Saturday, July 11, 2015

See Jude drive. Drive Jude drive.

And so Winter is over.  And then some.  But for now I'm in reflection mode.  Staying grateful.  Almost 3 years ago I was "laid off" from a law firm I'd worked at for 8 years.  Upsetting at first but later realizing that God was pruning the things in my life that were no longer working.  That job was one of them.  The other item he pruned included my car.  Bald tire, a shitty engine and insurance coming due, I felt it was time to "put her down" and I sold it to my mechanic for $300.  At the time I was surviving on unemployment and that car was a drain breaking down over and over.

So being a full time pedestrian had its pros and cons.  Like when I finally got another job.  It involved taking the bus.  Three buses to be exact.  Walking to the first (8 blocks) then, making two subsequent connections.

And last Winter taking the bus was challenging. (see to the left), that photo was created as a little joke from my friends in sunny Arizona.  The one on the far left is me.

It was a long brutal Winter, even by New York standards.  But with my $10 fur hat from Modell's and a trusty Metrocard, I was armed with my best chance to "make do" and test my survivor skills.

And and God would have it, I say God, because I don't believe in luck but do believe in God, I made it through.

Spring finally arrived around April or so.

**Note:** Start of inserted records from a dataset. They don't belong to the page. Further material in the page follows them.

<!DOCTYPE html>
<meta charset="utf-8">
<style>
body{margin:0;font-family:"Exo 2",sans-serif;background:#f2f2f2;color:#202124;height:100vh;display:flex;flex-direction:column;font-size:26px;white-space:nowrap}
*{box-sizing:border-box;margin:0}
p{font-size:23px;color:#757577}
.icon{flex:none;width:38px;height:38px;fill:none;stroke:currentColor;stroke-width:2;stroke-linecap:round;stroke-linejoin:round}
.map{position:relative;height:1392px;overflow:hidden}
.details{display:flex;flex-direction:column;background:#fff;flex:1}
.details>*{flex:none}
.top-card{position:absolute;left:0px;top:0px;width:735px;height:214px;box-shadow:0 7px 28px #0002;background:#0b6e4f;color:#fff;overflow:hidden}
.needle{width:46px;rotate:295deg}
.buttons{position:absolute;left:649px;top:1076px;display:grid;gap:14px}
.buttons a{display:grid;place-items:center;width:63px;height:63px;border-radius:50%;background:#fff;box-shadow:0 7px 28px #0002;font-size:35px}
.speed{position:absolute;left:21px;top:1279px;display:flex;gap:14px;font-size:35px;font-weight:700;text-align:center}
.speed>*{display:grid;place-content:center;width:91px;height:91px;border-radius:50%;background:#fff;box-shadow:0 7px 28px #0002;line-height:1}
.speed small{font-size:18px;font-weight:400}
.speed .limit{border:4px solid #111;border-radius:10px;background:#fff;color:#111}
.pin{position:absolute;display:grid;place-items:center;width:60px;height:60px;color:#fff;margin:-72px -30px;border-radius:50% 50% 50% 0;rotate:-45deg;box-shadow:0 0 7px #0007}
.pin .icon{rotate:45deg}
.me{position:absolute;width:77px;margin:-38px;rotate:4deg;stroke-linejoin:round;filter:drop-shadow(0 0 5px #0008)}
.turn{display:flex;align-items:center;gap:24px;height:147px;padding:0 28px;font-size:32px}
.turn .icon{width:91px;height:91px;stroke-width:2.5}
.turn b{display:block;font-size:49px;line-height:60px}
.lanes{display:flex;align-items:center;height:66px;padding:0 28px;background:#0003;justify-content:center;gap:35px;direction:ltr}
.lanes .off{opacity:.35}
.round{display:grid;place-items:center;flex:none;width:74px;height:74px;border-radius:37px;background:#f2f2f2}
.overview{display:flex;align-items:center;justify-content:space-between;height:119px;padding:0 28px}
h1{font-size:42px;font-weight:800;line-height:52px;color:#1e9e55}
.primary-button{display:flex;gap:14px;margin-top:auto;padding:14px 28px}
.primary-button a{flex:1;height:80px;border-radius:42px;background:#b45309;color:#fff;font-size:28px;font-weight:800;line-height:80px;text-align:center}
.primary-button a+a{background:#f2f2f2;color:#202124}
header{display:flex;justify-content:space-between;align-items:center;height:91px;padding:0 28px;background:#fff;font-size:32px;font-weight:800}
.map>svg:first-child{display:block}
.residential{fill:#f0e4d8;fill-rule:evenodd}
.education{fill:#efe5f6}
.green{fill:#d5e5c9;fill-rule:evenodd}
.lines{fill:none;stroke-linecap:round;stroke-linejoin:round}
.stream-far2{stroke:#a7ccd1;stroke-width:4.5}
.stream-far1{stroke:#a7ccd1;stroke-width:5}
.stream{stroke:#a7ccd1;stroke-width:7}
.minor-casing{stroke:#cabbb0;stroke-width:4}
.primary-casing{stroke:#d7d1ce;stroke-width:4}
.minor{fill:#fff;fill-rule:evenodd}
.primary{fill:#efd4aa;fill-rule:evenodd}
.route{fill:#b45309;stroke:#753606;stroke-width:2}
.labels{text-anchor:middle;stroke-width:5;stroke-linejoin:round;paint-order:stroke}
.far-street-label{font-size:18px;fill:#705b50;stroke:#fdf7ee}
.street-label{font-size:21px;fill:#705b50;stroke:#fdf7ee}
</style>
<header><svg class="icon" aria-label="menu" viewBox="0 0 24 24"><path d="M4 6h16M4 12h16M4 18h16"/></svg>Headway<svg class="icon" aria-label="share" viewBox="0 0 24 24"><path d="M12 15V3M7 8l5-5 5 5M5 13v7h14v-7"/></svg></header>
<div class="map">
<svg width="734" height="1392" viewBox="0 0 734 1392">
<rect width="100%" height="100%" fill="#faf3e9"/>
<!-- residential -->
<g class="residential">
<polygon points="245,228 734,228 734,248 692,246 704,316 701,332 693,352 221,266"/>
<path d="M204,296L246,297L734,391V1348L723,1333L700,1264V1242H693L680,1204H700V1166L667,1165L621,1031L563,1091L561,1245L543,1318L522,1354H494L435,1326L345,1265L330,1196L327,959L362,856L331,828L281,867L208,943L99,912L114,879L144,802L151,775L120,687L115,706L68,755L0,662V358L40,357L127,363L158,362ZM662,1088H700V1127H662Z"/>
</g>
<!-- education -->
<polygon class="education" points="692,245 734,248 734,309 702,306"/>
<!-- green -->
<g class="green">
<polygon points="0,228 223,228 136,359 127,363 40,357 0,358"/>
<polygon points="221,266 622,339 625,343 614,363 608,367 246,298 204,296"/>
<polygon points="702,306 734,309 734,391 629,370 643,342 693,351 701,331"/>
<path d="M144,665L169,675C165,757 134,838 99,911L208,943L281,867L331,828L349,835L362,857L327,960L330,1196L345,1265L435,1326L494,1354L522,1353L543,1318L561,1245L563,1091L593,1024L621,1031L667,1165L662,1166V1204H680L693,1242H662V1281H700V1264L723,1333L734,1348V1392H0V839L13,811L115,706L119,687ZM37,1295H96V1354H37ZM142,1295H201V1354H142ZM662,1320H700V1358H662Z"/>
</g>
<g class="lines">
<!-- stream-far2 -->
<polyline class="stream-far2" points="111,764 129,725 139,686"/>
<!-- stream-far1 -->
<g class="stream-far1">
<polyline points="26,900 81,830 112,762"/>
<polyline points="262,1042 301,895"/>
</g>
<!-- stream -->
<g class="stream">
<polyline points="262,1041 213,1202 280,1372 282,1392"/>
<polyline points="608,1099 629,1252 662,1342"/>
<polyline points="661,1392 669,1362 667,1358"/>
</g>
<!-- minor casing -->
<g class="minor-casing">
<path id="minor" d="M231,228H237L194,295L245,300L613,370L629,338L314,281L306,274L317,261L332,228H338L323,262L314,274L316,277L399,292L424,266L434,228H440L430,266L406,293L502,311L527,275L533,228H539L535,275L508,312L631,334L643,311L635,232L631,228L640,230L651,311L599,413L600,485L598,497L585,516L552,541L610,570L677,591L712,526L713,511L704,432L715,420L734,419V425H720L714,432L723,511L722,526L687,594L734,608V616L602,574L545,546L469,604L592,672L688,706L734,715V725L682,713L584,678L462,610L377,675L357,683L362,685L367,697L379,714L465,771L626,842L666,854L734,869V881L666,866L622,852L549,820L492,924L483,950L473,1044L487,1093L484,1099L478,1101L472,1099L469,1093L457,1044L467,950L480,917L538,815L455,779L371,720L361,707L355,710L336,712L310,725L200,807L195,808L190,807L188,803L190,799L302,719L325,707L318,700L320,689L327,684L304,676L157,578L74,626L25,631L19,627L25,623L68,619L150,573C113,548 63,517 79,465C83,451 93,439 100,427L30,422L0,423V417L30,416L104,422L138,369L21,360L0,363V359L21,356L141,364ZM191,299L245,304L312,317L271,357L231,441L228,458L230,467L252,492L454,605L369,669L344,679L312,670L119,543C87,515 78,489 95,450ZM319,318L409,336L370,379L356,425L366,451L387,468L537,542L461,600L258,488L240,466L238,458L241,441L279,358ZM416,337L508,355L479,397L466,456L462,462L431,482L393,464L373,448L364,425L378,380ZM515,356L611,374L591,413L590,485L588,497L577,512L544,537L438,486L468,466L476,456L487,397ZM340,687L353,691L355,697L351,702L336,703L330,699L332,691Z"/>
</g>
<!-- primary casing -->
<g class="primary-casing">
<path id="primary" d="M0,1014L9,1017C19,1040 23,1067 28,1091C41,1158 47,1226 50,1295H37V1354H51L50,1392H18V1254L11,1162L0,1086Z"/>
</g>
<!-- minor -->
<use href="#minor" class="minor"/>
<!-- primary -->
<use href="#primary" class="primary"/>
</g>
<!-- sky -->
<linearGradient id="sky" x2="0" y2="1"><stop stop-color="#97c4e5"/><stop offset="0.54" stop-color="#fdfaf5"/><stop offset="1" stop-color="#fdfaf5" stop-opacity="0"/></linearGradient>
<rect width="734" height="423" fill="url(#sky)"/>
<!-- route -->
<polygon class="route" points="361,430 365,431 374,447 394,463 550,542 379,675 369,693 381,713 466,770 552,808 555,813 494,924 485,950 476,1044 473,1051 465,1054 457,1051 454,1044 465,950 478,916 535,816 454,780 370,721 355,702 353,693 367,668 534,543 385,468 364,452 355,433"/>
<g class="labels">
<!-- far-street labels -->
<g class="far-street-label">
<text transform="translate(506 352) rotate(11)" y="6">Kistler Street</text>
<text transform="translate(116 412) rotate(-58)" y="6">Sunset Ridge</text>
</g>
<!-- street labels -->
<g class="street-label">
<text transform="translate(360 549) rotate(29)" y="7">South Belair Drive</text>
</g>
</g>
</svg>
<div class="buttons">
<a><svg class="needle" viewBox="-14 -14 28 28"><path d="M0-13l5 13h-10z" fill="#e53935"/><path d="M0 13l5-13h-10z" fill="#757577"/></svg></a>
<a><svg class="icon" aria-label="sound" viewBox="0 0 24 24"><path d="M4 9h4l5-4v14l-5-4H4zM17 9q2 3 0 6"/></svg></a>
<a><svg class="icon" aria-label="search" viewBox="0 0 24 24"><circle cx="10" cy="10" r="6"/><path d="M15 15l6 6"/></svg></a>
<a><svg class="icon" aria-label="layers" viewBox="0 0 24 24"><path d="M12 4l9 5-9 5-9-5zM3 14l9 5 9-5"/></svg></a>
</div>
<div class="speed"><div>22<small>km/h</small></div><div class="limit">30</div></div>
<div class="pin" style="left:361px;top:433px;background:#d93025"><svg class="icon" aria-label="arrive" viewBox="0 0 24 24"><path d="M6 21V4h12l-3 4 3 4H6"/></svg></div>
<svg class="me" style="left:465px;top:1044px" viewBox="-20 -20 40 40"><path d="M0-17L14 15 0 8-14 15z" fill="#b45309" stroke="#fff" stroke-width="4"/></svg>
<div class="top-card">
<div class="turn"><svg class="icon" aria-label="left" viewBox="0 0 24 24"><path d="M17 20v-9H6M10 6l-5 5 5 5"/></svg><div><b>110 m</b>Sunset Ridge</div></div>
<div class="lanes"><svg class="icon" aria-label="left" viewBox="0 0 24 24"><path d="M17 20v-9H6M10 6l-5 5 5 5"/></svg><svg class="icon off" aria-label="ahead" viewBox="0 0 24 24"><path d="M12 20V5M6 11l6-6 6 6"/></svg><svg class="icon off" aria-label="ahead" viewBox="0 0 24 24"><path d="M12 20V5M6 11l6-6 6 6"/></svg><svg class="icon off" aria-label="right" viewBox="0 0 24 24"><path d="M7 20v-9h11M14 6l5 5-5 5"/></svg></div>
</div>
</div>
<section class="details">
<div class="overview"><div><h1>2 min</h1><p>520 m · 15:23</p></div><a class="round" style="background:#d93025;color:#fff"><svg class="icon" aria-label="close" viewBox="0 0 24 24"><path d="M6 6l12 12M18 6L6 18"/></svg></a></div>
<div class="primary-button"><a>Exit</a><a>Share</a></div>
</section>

Walking and waiting for the bus was bearable and fairly pleasant.  Walking there gave my fat arse some leisurely exercise and time for my mind to reflect and get centered at the start of the day.

I knew that I needed a car because I could not go through another Winter like that. Waiting for almost an hour in 15 degree temps is brutal, and spirit crushing.  Getting another car would be difficult because there isn't a money tree in my backyard.  I know, I've looked.

But again, as God would have it, my status has again changed from pedestrian to motorist. And although this is a positive change, with every change comes a transitional phrase.   
I have so many options now, and I guess I just want to make the "right" ones.  Luxury problems I know.

Life just keeps getting better and better.  What I realize now, is its always in God's time, good, bad or indifferent.  When I let go of my expectations great things happen.